(Excerpts from a dataset)
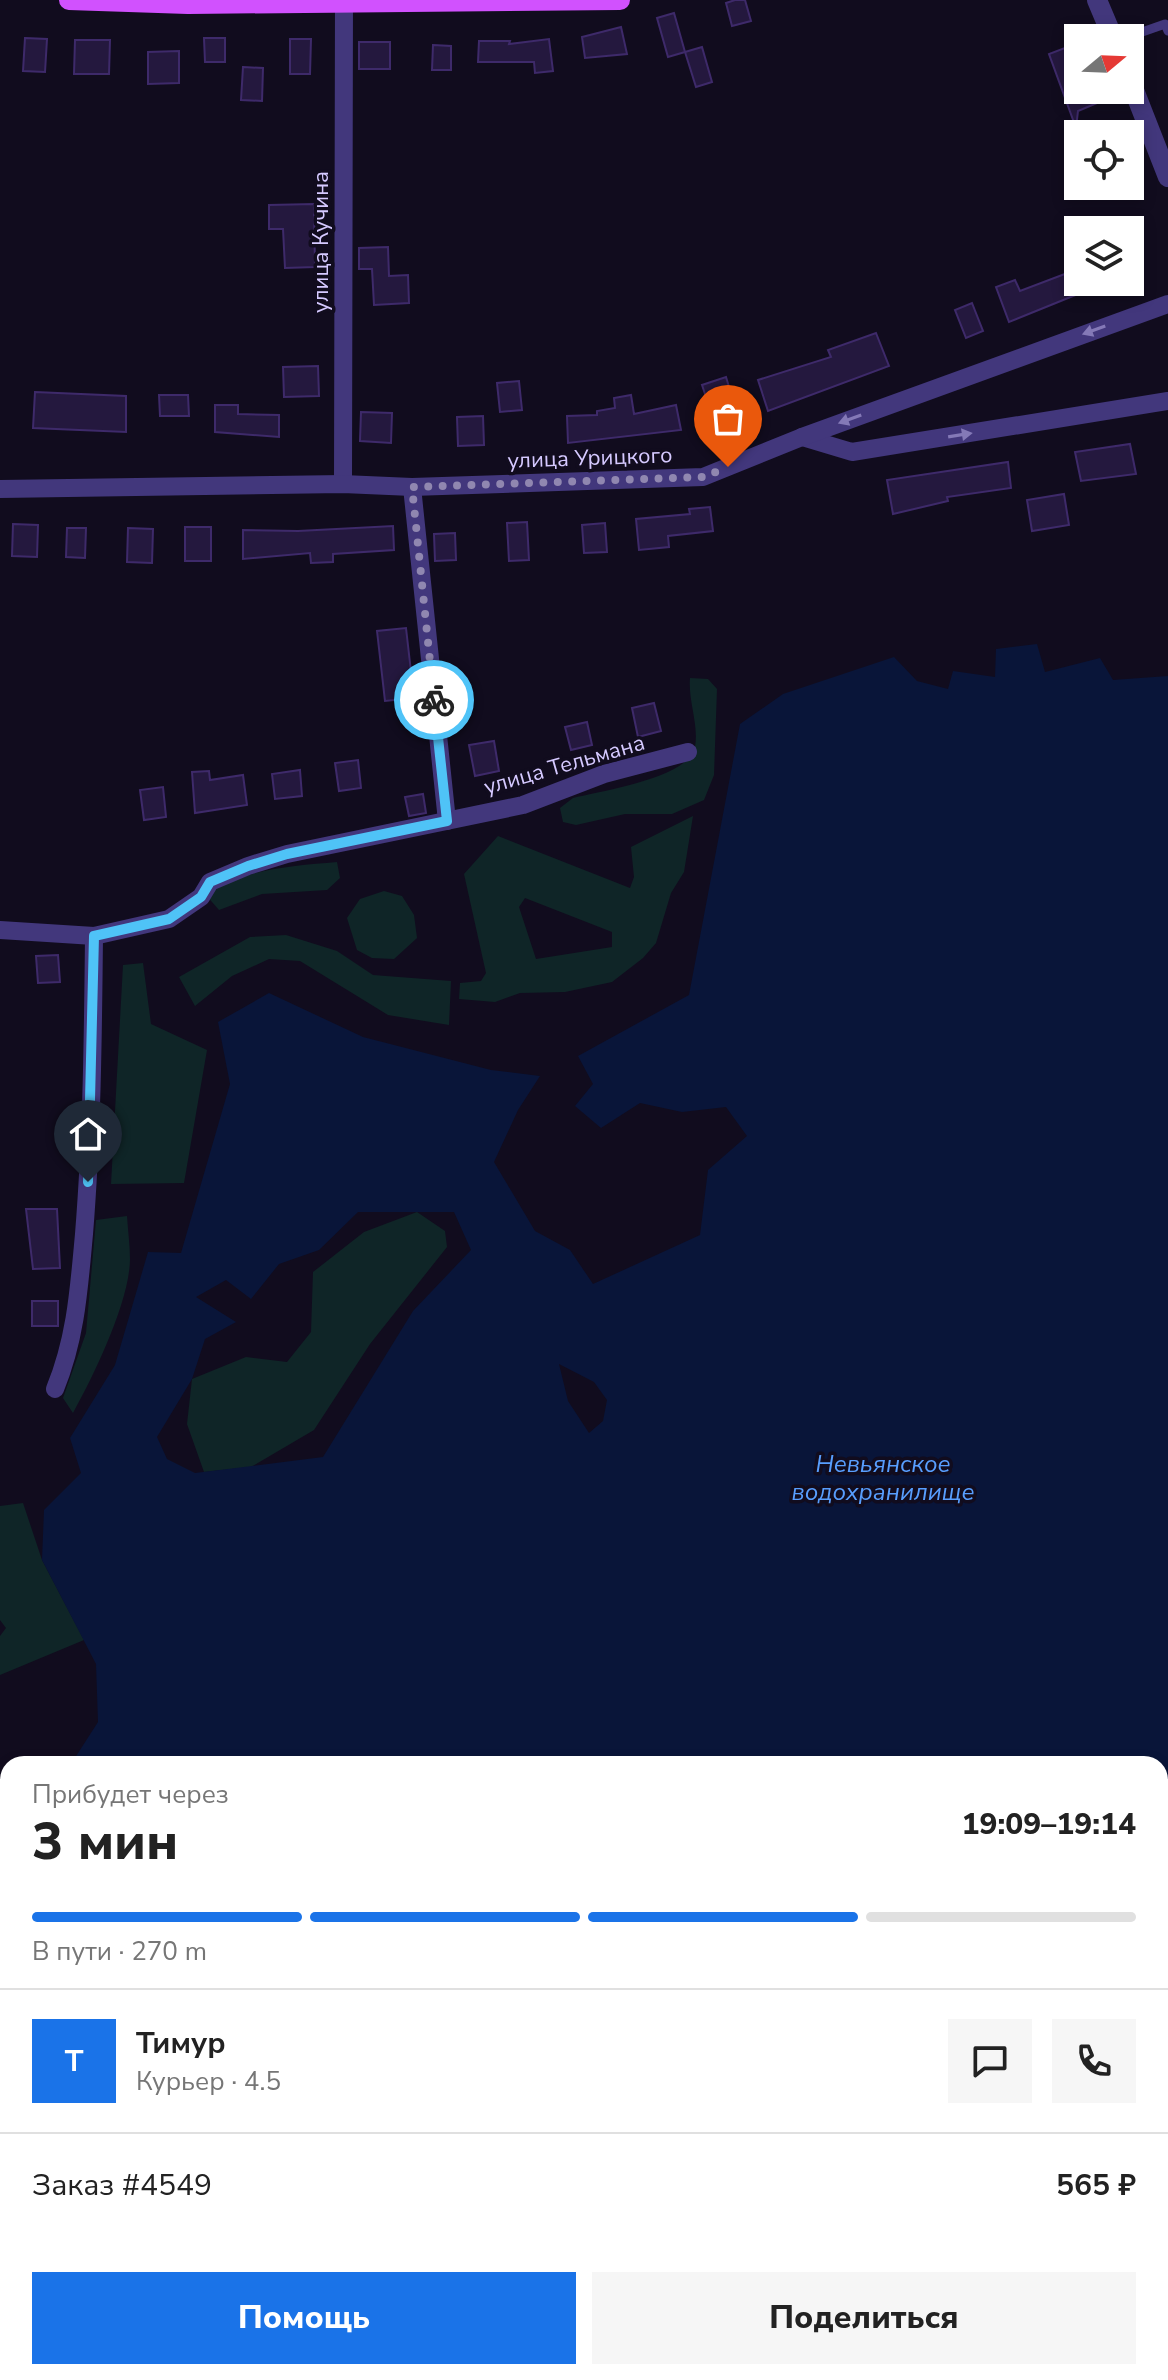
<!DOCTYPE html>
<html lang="ru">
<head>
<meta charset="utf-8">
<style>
  body { margin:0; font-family:"Nunito Sans",sans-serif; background:#f6f6f6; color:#222; height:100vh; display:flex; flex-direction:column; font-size:30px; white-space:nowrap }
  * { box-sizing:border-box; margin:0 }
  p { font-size:26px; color:#767676 }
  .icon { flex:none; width:44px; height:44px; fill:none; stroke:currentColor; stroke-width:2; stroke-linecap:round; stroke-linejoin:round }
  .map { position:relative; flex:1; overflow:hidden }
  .sheet { position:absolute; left:0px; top:1756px; width:1168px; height:624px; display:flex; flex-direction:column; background:#fff; border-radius:24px 24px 0 0; box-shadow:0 4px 12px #0003 }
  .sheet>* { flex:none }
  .needle { width:52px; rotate:71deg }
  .buttons { position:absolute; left:1064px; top:24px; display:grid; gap:16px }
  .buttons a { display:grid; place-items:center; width:80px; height:80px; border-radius:0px; background:#fff; box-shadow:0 4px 12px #0003; font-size:40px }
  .pin { position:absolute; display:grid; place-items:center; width:68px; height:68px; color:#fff; margin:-82px -34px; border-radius:50% 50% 50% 0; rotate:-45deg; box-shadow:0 0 8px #0007 }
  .pin .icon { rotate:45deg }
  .courier { position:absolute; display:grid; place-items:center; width:80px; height:80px; margin:-40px; border:6px solid #4fc3f7; border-radius:50%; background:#fff; color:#222; box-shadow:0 2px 10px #0007 }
  .headline em { font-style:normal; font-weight:800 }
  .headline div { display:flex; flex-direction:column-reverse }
  .headline { display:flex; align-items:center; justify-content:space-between; height:136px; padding:0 32px }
  h1 { font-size:52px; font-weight:800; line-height:60px }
  .bar { display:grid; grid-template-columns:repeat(4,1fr); gap:12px 8px; align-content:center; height:96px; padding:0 32px }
  .bar i { height:10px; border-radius:6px; background:#e0e0e0 }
  .bar .active { background:#1a73e8 }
  .bar p { grid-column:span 4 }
  .line { display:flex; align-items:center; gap:20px; padding:0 32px; border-top:2px solid #e0e0e0 }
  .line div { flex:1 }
  .round { display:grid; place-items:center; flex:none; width:84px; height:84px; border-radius:0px; background:#f6f6f6 }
  .cta { display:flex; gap:16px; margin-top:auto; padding:16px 32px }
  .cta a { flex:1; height:92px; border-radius:0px; background:#1a73e8; color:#fff; font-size:32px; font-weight:800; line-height:92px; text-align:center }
  .cta a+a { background:#f6f6f6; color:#222 }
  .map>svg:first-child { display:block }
  .green { fill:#0f2527; fill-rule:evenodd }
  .water { fill:#091539; fill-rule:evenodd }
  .building { fill:#24183e; stroke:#3e2a6a; stroke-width:2 }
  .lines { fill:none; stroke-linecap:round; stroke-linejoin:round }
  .service { stroke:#42377c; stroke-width:9 }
  .minor { stroke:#42377c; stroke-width:18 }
  .tertiary { stroke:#42377c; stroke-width:20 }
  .primary { stroke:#d151fe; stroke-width:20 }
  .oneway { fill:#8479b7 }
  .done { stroke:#9087b0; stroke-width:8; stroke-dasharray:0 14.4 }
  .route { stroke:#4fc3f7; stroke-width:10 }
  .labels { text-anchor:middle; stroke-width:7; stroke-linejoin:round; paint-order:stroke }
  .street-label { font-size:22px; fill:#d5c9ff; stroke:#110c1e }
  .water-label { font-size:24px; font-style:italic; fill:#589efe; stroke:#110c1e }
</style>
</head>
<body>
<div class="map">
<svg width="1168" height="2380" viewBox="0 0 1168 2380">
  <rect width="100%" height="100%" fill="#110c1e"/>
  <!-- green -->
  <g class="green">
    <path d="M690,678L708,679L717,689L714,775L704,800L672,814H625L576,825L563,822L560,808L573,798C601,791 689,778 695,747C699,725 688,701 690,678Z"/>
    <path d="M693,816L684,872L671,893L656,943L643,958L612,982L565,992L520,993L495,1002L459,999L460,983L481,981L486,973L464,874L498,836L630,888L634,877L631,847ZM525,898L612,932V947L536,959L519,907Z"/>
    <path d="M337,862L340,878L327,890L262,894L219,910L205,894C245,869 291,866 337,862Z"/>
    <path d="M384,891L402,896L414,915L417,938L394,959L372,958L357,950L347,918L360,899Z"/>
    <path d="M286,935L337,951L373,975L451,981L449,1025L388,1015L300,961L269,959L232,976L195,1006L179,977L250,937Z"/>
    <path d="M143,963L151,1024L207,1050L184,1183L111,1184L123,965Z"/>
    <path d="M417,1212L445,1231L447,1247L370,1344L314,1430L251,1467L204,1472L187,1424L192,1379L246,1357L287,1362L311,1332L313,1272L364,1232Z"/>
    <path d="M127,1216C128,1231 130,1246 130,1260C129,1303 94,1375 73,1413L63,1398L86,1333L96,1220Z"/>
    <path d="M23,1503L42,1560L84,1640L0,1675V1636L6,1628L0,1620V1506Z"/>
  </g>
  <!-- water -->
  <path class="water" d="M1037,644L1045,672L1100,658L1113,680L1168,676V2380H149L151,2372H1160V1764H71L98,1722L96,1664L42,1560L44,1510L81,1473L70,1438L115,1365L148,1252L181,1253L230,1084L218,1022L269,993L363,1037L491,1070L540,1076L518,1110L494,1162L535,1231L570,1250L593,1284L700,1235L708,1170L747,1136L726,1107L682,1112L640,1103L601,1128L575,1106L593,1084L578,1056L689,995L740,724L783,694L894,657L917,681L948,689L953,671L995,677L996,649ZM358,1212H454L471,1250L413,1311L323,1457L195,1473L167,1459L157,1437L192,1379L205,1339L236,1322L196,1297L226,1280L251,1299L279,1264L319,1250ZM559,1364L594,1382L607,1400L603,1421L589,1433L568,1401Z"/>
  <!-- building -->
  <g class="building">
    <path d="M735,0H745L751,21L732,26L726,3Z"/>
    <path d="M674,13L685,52L668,57L657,18Z"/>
    <path d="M621,27L627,54L585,58L582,37Z"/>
    <path d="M25,38L47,39L45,72L23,71Z"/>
    <path d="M204,38H225V62H205Z"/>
    <path d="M290,39H311L310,74H290Z"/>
    <path d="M549,39L553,71L535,73L534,62H478L479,41H510L509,44Z"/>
    <path d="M75,40H110L109,74H74Z"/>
    <rect x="359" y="42" width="31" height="27"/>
    <path d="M1078,43V90H1097L1102,101L1078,111L1076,128L1049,54Z"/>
    <path d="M433,45L451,46V70H432Z"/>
    <path d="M702,47L712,82L696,87L685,52Z"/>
    <path d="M179,51V83L148,84V52Z"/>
    <path d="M243,67L263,68L262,101L241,100Z"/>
    <path d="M314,204L315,267L285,268L283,229H269V205Z"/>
    <path d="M388,247L389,276L408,275L409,303L374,305L372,269H359V248Z"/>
    <path d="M1078,269V294L1009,322L996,287L1015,280L1020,291Z"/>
    <path d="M972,303L983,331L966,338L955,310Z"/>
    <path d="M876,333L889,366L768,411L758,380L831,357L828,350Z"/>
    <path d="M318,366L319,396L284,397L283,367Z"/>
    <path d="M726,377L737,413L714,421L702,385Z"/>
    <path d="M519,381L522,410L500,412L497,383Z"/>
    <path d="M35,392L126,396V432L33,428Z"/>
    <path d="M159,395H188L189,416H160Z"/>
    <path d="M631,395L634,414L676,405L681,430L568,443L567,416L597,415V411L615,408L614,398Z"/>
    <path d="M215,405H238V414L279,415V437L215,432Z"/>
    <path d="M361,412L392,413L391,443L360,441Z"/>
    <path d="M483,416L484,445L458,446L457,417Z"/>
    <path d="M1130,444L1136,474L1081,481L1075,452Z"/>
    <path d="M1008,462L1011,488L947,497L948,501L893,514L887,480Z"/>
    <path d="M1064,494L1069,525L1032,531L1027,500Z"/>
    <path d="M710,507L713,531L668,536L669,547L639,550L636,519L690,514L689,509Z"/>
    <path d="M527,522L529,560L509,561L507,523Z"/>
    <path d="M605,523L607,552L584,553L582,525Z"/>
    <path d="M13,524L38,525L37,557L12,556Z"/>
    <path d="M393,526L394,550L333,554V562L311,563L310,553L243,559V530L298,531Z"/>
    <rect x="185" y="527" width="26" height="34"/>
    <path d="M67,528H86L85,558L66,557Z"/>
    <path d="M128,528L153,529L152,563L127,562Z"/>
    <path d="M455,533L456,560L435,561L434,534Z"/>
    <path d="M406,628L414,698L385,701L377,631Z"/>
    <path d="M654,703L661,731L638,737L632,708Z"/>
    <path d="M587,722L592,745L571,750L565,727Z"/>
    <path d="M494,741L499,771L475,776L469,745Z"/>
    <path d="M358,760L361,788L339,791L335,763Z"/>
    <path d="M300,770L302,796L275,799L272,774Z"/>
    <path d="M209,771L210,780L243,775L247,805L195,813L192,772Z"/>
    <path d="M163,787L166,817L144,820L140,790Z"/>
    <path d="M423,794L426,813L409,816L405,797Z"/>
    <path d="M58,955L60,982L38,983L36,956Z"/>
    <path d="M26,1209H57L60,1268L33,1269Z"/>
    <rect x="32" y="1301" width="26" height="25"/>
  </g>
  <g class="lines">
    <!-- service -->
    <path class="service" d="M1125,38L1165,24L1168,31"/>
    <!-- minor -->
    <g class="minor">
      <path d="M802,437L852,452L1168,401"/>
      <path d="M343,484L344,0"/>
      <path d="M412,487L447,821"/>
      <path d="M0,489L343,484L412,487L703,477L802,437L1168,304"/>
      <path d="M0,930L94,936L169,919L201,897L210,882L248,866L287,854L523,805L604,774L688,752"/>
      <path d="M55,1389C76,1338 79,1288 84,1234C92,1135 93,1035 94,936"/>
    </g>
    <!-- tertiary -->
    <g class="tertiary">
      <path d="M1097,0L1113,38"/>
      <path d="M1130,80L1168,177"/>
    </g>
    <!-- primary -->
    <path class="primary" d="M69,0L188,4L620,0"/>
  </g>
  <!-- one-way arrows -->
  <defs><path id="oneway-solid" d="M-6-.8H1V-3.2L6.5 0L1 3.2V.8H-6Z" transform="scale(2)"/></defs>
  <g class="oneway">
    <use href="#oneway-solid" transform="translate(1094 330) rotate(160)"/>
    <use href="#oneway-solid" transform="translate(850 419) rotate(160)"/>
    <use href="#oneway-solid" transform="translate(960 435) rotate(-9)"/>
  </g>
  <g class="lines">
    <!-- done -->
    <path class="done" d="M434,700L412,487L703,477L728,467"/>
    <!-- route -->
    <path class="route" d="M88,1182L94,936L169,919L201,897L210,882L248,866L287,854L447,821L434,700"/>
  </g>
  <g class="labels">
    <!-- street labels -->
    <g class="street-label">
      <text transform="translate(320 242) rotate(-90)" y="8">улица Кучина</text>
      <text transform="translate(590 457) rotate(-2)" y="8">улица Урицкого</text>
      <text transform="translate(564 764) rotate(-16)" y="8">улица Тельмана</text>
    </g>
    <!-- water labels -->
    <g class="water-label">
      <text x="883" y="1472">Невьянское<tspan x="883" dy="28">водохранилище</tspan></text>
    </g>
  </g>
</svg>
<div class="buttons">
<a><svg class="needle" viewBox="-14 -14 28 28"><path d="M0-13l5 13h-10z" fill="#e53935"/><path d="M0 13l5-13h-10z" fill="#767676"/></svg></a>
<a><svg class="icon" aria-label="locate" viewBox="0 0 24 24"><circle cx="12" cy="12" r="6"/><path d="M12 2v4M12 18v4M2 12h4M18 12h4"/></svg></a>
<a><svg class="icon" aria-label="layers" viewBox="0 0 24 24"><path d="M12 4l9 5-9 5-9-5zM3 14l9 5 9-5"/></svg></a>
</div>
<div class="pin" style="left:728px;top:467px;background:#ea580c"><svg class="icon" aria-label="bag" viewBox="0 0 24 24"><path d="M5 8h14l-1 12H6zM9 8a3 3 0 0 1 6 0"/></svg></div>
<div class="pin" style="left:88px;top:1182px;background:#1f2937"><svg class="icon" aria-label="home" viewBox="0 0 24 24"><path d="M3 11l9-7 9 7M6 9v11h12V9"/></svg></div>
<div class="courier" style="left:434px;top:700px"><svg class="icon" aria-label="bike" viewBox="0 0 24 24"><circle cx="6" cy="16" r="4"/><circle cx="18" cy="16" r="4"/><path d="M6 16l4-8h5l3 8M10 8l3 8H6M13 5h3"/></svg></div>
<section class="sheet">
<div class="headline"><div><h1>3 мин</h1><p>Прибудет через</p></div><em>19:09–19:14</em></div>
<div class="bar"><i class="active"></i><i class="active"></i><i class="active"></i><i></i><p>В пути · 270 m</p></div>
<div class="line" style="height:144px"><b class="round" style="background:#1a73e8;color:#fff">Т</b><div><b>Тимур</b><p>Курьер · 4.5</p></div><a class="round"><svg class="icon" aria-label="chat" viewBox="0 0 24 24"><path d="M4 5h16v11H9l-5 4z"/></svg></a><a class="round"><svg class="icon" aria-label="phone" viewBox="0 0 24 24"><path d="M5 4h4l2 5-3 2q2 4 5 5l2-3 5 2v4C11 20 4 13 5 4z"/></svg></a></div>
<div class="line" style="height:104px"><div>Заказ #4549</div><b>565 ₽</b></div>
<div class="cta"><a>Помощь</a><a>Поделиться</a></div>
</section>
</div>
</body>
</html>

# AIM OF THE TASK
Please output exactly the lines of the data above, from its first line through the line with "position:absolute; left:1064px; top:24px;", and nothing else; drop the pictures.

# ANSWER BOX
<!DOCTYPE html>
<html lang="ru">
<head>
<meta charset="utf-8">
<style>
  body { margin:0; font-family:"Nunito Sans",sans-serif; background:#f6f6f6; color:#222; height:100vh; display:flex; flex-direction:column; font-size:30px; white-space:nowrap }
  * { box-sizing:border-box; margin:0 }
  p { font-size:26px; color:#767676 }
  .icon { flex:none; width:44px; height:44px; fill:none; stroke:currentColor; stroke-width:2; stroke-linecap:round; stroke-linejoin:round }
  .map { position:relative; flex:1; overflow:hidden }
  .sheet { position:absolute; left:0px; top:1756px; width:1168px; height:624px; display:flex; flex-direction:column; background:#fff; border-radius:24px 24px 0 0; box-shadow:0 4px 12px #0003 }
  .sheet>* { flex:none }
  .needle { width:52px; rotate:71deg }
  .buttons { position:absolute; left:1064px; top:24px; display:grid; gap:16px }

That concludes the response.